Lisanslı depoculuğu kazancın ve güvencenin hazinesi olarak gördüğünü söyleyen Bakan Pakdemirli “Lisanslı depoculuk, bana göre kazancın ve güvencenin hazinesidir. Bu kapsamda bugün için depolanabilen ürünler; hububat, baklagiller, yağlı tohumlar, pamuk, fındık ve zeytin ürünleridir.
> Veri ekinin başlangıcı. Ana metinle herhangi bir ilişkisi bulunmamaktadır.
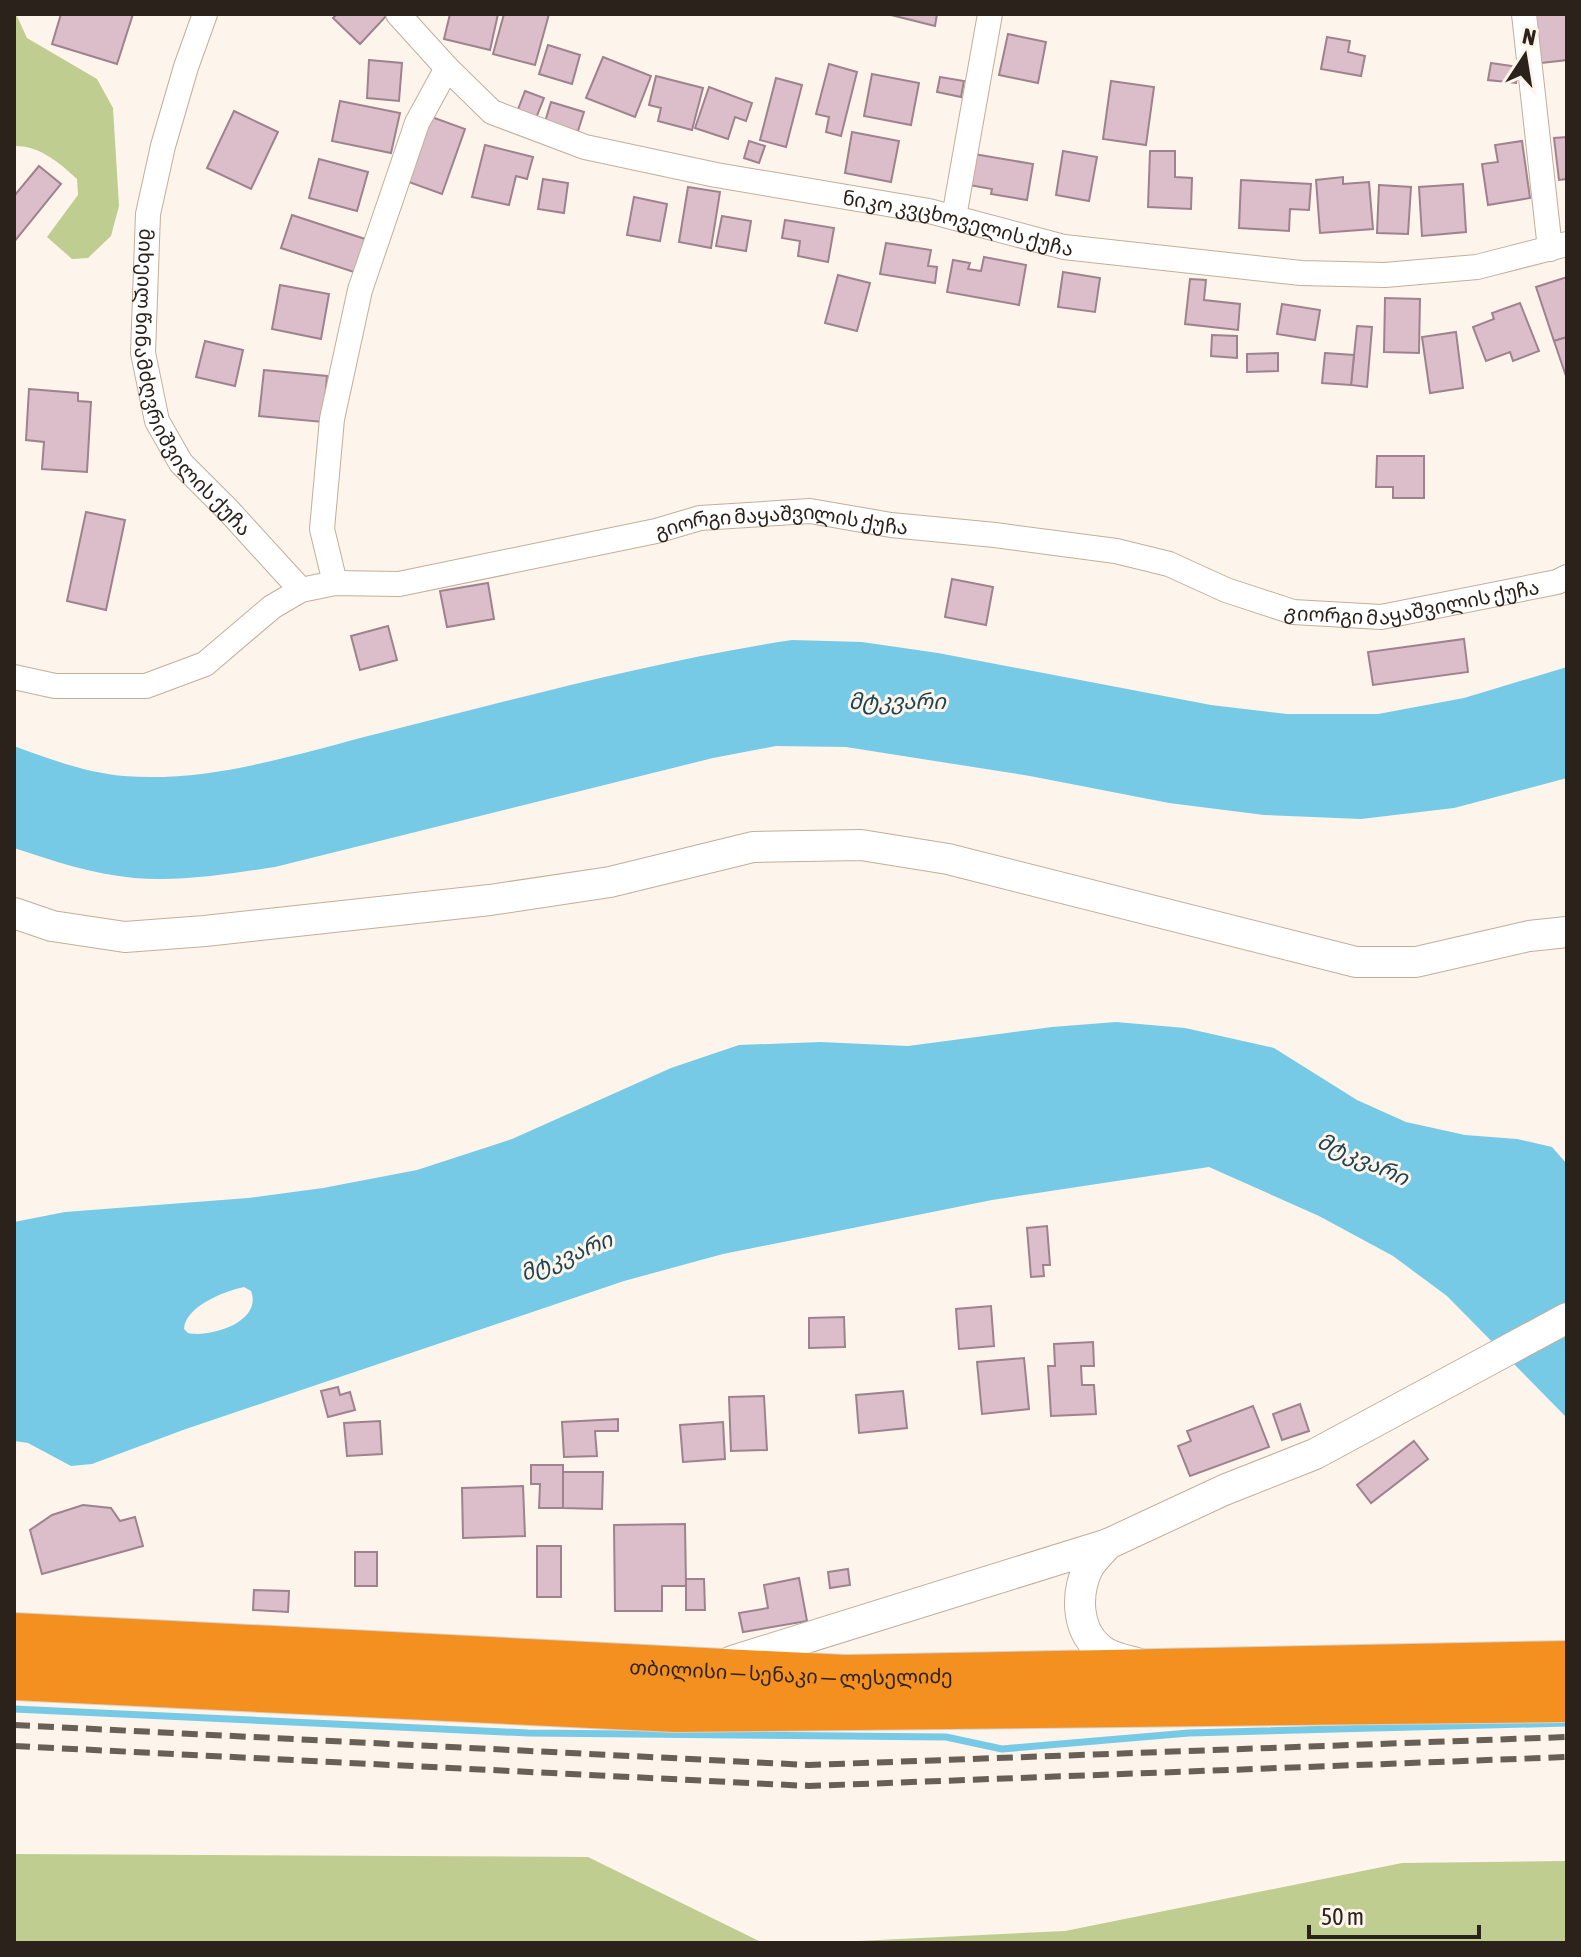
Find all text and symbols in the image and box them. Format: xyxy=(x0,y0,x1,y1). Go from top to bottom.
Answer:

Kuru kayısı, kuru üzüm ve Antep fıstığı ürünlerinin lisanslı depolarda depolanabilmesine yönelik çalışmalarımızda son aşamaya geldiğimizi de belirtmek isterim. Hali hazırda lisans alan 91 adet lisanslı depo işletmesinin toplam depolama kapasitesi yaklaşık 4,8 milyon ton. Hedefimiz inşallah 2023 yılında 140 lisanslı depo işletmesi ile lisanslı depo kapasitesini 8-10 milyon ton aralığına çıkarmak. İnşallah bunu da birlikte başaracağımıza inanıyorum.” dedi.
Bakan Pakdemirli, dünyada yaşanan pandemi sürecinin tarımsal üretim ve gıda arzının önemini ortaya koyduğunu belirterek, sürdürülebilir ve teknolojik hamlelerle hayata geçirilecek tarımsal yatırımların ülkeye çok şey kazandıracağını da sözlerine ekledi.